◆ WORK ITEM: What lines in the records below contain the string "turn"? Copy every one.

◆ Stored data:
<<<<
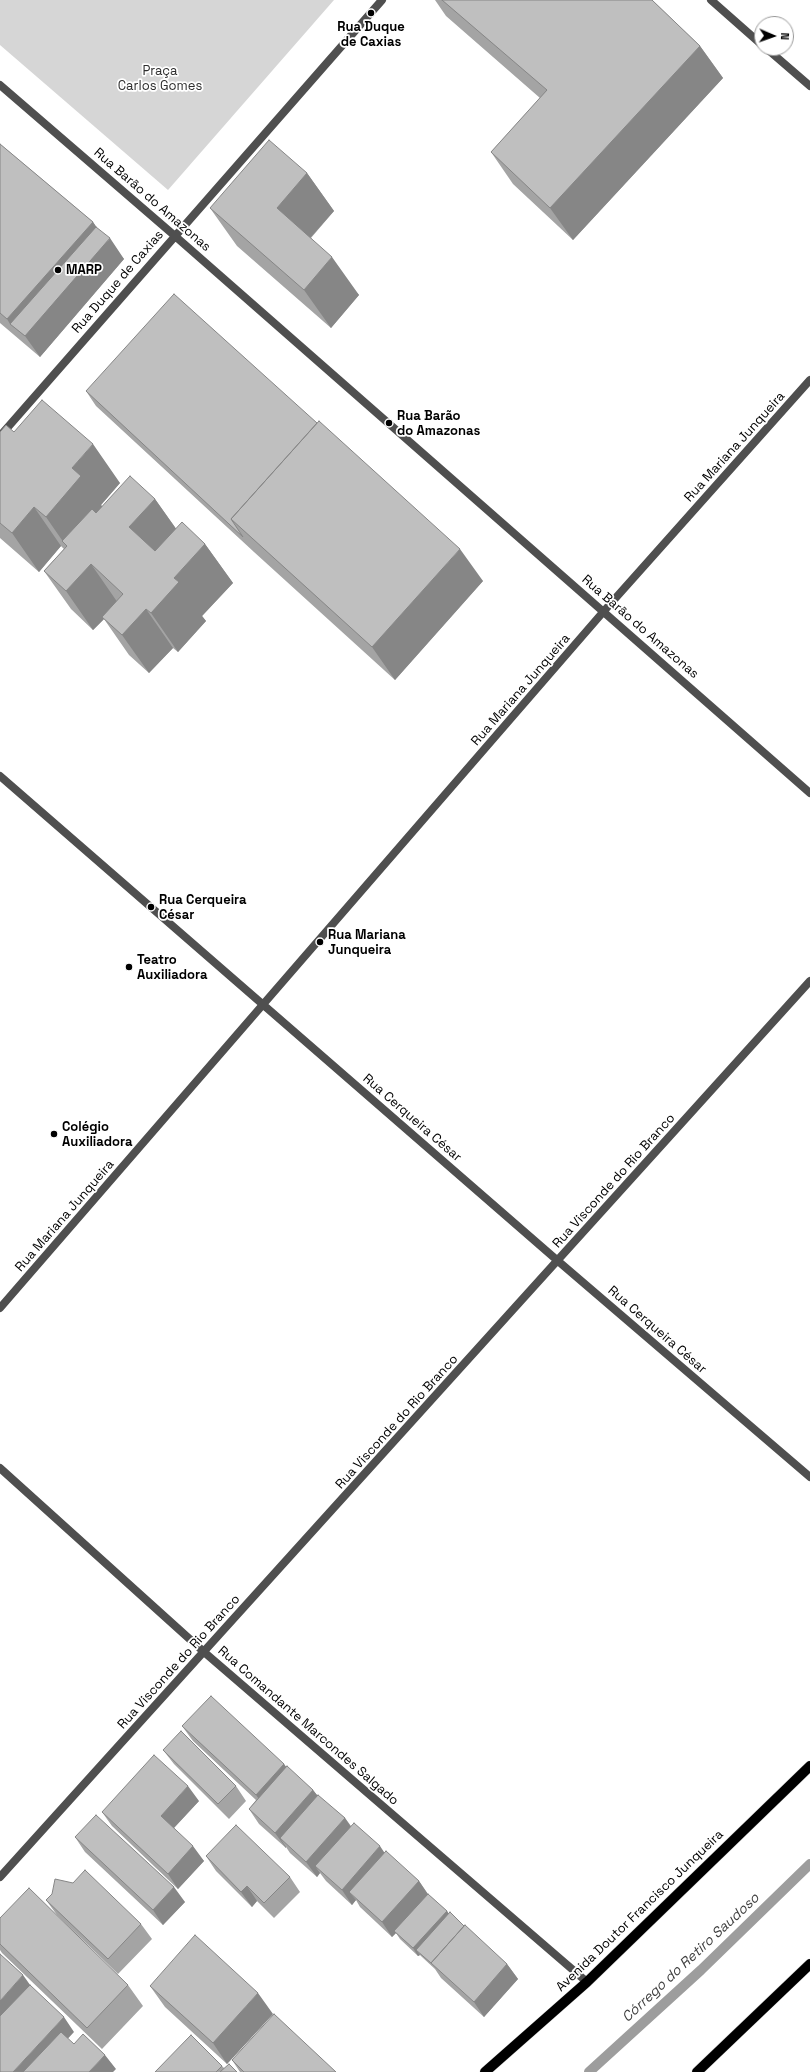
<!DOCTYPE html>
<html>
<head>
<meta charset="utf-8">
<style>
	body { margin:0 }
	#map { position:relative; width:810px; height:2072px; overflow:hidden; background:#fff; font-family:"Space Grotesk",sans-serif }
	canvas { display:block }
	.north { position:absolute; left:754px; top:16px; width:40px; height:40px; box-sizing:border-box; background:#fff; border:1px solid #999; border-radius:50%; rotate:92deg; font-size:11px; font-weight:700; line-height:16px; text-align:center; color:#000 }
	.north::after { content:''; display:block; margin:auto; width:14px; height:18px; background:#000; clip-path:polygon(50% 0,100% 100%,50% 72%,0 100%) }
</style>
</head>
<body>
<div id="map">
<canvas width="810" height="2072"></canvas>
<div class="north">N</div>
</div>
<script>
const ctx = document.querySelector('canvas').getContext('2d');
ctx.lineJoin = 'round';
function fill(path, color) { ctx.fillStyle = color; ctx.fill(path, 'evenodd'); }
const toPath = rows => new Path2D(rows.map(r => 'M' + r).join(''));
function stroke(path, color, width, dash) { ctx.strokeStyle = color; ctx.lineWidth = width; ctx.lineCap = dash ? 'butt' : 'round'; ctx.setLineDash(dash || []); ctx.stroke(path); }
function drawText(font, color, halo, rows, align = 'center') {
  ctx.font = font + ' "Space Grotesk",sans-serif'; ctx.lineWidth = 3.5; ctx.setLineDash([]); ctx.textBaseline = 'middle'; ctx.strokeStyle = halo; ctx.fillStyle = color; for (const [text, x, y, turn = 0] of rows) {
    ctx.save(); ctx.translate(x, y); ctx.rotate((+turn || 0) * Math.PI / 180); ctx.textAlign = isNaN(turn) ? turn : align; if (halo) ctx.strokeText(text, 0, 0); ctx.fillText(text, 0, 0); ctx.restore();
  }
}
const green = toPath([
	[0,0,334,0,168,190,0,45]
]);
const stream = toPath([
	[589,2072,701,1970,810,1864]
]);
const street = toPath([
	[711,0,762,45],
	[766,48,810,86],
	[0,85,175,236,810,793],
	[0,436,382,0],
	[0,776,558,1261,810,1477],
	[0,1308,604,611,810,380],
	[0,1468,204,1652,587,1982],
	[0,1877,810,981]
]);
const primary = toPath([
	[485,2072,587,1982,810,1766],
	[697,2072,810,1964]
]);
const wall = toPath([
	[435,0,652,0,700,46,723,78,573,240,513,184,491,152,540,98,446,16],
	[0,144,93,222,96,227,124,259,40,357,0,323],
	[307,173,334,211,311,238,359,295,331,328,237,246,210,208],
	[86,391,483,581,395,680,254,552,96,406],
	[0,432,14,432,120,483,101,505,102,506,155,499,176,529,205,544,233,583,202,616,206,621,178,652,173,648,149,673,129,655,104,619,93,630,71,609,44,571,64,549,61,546,39,572,0,538],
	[182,1726,284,1764,286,1767,313,1790,317,1795,345,1818,351,1826,419,1881,428,1894,447,1911,449,1914,507,1964,518,1979,484,2017,441,1978,435,1969,422,1957,420,1955,418,1956,400,1939,396,1933,392,1937,360,1907,356,1900,352,1905,326,1881,320,1873,317,1877,290,1853,286,1847,286,1848,259,1824,249,1809,256,1800,193,1741],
	[163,1750,236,1786,246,1801,229,1819,174,1764],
	[199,1801,174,1828,204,1861,178,1889,112,1826,102,1812],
	[75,1837,185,1902,163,1925,85,1852],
	[206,1856,290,1877,300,1892,274,1918,257,1901,252,1907,216,1871],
	[46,1900,141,1924,152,1939,118,1974,57,1915],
	[0,1918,128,1985,143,2006,102,2049,2,1953,0,1950],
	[150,1986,273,2014,227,2064,165,2007],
	[232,2060,336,2072,240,2072],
	[222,2066,224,2068,237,2072,155,2072]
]);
const shadedWall = toPath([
	[700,46,723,78,573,240,550,208],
	[307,173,334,211,303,246,277,208],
	[93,222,107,242,110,238,124,259,40,357,25,336,10,324,7,319],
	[332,257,359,295,331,328,304,290],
	[93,444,120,483,101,505,108,515,67,546,64,543,46,517,72,468],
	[155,499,182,537,156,565,129,527],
	[34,507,61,546,39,572,12,533],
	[205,544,233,583,202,616,206,621,178,652,151,613,174,578],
	[460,549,483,581,395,680,372,647],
	[91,564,118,603,102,617,104,619,93,630,66,591],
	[146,609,173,648,149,673,122,635],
	[284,1764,295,1779,267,1810,256,1795],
	[188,1786,199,1801,171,1831,161,1816],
	[313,1790,324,1804,280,1838,286,1847,286,1848,275,1833],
	[345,1818,355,1833,315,1866,320,1873,317,1877,306,1862],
	[193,1846,204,1861,178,1889,168,1874],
	[380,1846,390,1861,349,1892,356,1900,352,1905,342,1890],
	[419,1881,429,1896,394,1931,396,1933,392,1937,382,1922],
	[247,1886,257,1901,252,1907,241,1892],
	[174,1887,185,1902,163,1925,153,1910],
	[447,1911,452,1919,416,1950,420,1955,418,1956,413,1948],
	[507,1964,518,1979,484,2017,474,2002],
	[23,1975,38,1996,0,2039,0,2001],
	[258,1993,273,2014,227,2064,213,2043],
	[64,2017,74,2032,37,2072,13,2072],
	[105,2055,116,2069,113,2072,89,2072]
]);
const building = toPath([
	[442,0,652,0,700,46,550,208,491,152,547,90,442,0],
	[269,140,307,173,277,208,332,257,304,290,210,208,269,140],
	[0,144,93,222,7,319,0,313,0,144],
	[96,227,110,238,25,336,10,324,96,227],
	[174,294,317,423,231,519,243,537,86,391,174,294],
	[42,400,93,444,72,468,81,476,46,517,34,507,12,533,0,523,0,432,6,425,14,432,42,400],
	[319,421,460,549,372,647,231,519,319,421],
	[130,476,155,499,129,527,155,551,182,522,205,544,174,578,179,582,151,613,146,609,122,635,102,617,123,594,91,564,66,591,44,571,67,546,62,541,92,509,96,513,130,476],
	[211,1696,284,1764,256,1795,182,1726,211,1696],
	[181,1731,236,1786,218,1804,163,1750,181,1731],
	[154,1755,188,1786,161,1816,193,1846,168,1874,102,1812,154,1755],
	[287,1766,313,1790,275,1833,249,1809,287,1766],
	[318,1795,345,1818,306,1862,280,1838,318,1795],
	[96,1815,174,1887,153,1910,75,1837,96,1815],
	[354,1823,380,1846,342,1890,315,1866,354,1823],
	[236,1825,290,1877,264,1903,247,1886,241,1892,206,1856,236,1825],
	[386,1851,419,1881,382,1922,349,1892,386,1851],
	[85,1870,141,1924,108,1959,46,1900,52,1894,55,1879,73,1883,85,1870],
	[29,1888,128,1985,87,2028,0,1944,0,1918,29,1888],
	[428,1894,447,1911,413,1948,394,1931,428,1894],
	[450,1912,464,1926,431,1963,416,1950,450,1912],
	[465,1925,507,1964,474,2002,431,1963,465,1925],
	[195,1935,258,1993,213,2043,150,1986,195,1935],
	[0,1954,23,1975,0,2001,0,1954],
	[30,1985,64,2017,13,2072,0,2072,0,2016,30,1985],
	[274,2014,336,2072,244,2072,232,2060,274,2014],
	[61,2032,74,2044,83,2034,105,2055,89,2072,23,2072,61,2032],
	[191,2035,222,2066,216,2072,155,2072,191,2035],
	[229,2064,237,2072,220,2072,229,2064]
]);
const markers = [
	[371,13,4,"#000"],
	[58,270,4,"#000"],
	[389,423,4,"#000"],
	[151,907,4,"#000"],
	[320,942,4,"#000"],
	[129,967,4,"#000"],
	[54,1134,4,"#000"]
];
const poiNames = [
	["Rua Duque",371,27,"center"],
	["de Caxias",371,42,"center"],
	["MARP",66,270],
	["Rua Barão",397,416],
	["do Amazonas",397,431],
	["Rua Cerqueira",159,900],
	["César",159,915],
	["Rua Mariana",328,935],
	["Junqueira",328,950],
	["Teatro",137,960],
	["Auxiliadora",137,975],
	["Colégio",62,1127],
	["Auxiliadora",62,1142]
];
const parkNames = [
	["Praça",160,71],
	["Carlos Gomes",160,86]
];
const streetNames = [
	["Rua Barão do Amazonas",152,200,41],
	["Rua Duque de Caxias",118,282,-49],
	["Rua Mariana Junqueira",735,447,-48],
	["Rua Barão do Amazonas",640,627,41],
	["Rua Mariana Junqueira",521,690,-49],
	["Rua Cerqueira César",412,1118,41],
	["Rua Visconde do Rio Branco",614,1181,-48],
	["Rua Mariana Junqueira",65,1216,-49],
	["Rua Cerqueira César",657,1330,41],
	["Rua Visconde do Rio Branco",397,1422,-48],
	["Rua Visconde do Rio Branco",179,1662,-48],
	["Rua Comandante Marcondes Salgado",308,1726,41],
	["Avenida Doutor Francisco Junqueira",640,1911,-44]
];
const waterNames = [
	["Córrego do Retiro Saudoso",691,1958,-43]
];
fill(green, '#d6d6d6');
stroke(stream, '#9d9d9d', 10);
stroke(primary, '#dbdbdb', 11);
stroke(street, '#4f4f4f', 8);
stroke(primary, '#000', 10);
fill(wall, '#a4a4a4');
fill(shadedWall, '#868686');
fill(building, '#bfbfbf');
stroke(building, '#868686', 1);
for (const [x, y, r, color] of markers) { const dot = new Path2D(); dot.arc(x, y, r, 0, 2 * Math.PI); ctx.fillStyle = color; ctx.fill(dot); stroke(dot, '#fff', 1.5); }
drawText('bold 13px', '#000', '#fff', poiNames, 'left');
drawText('13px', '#2d2d2d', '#fff', parkNames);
drawText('13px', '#000', '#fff', streetNames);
drawText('italic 14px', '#3e3e3e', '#fff', waterNames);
</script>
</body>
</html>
>>>>
◆ RESPONSE:
  ctx.font = font + ' "Space Grotesk",sans-serif'; ctx.lineWidth = 3.5; ctx.setLineDash([]); ctx.textBaseline = 'middle'; ctx.strokeStyle = halo; ctx.fillStyle = color; for (const [text, x, y, turn = 0] of rows) {
    ctx.save(); ctx.translate(x, y); ctx.rotate((+turn || 0) * Math.PI / 180); ctx.textAlign = isNaN(turn) ? turn : align; if (halo) ctx.strokeText(text, 0, 0); ctx.fillText(text, 0, 0); ctx.restore();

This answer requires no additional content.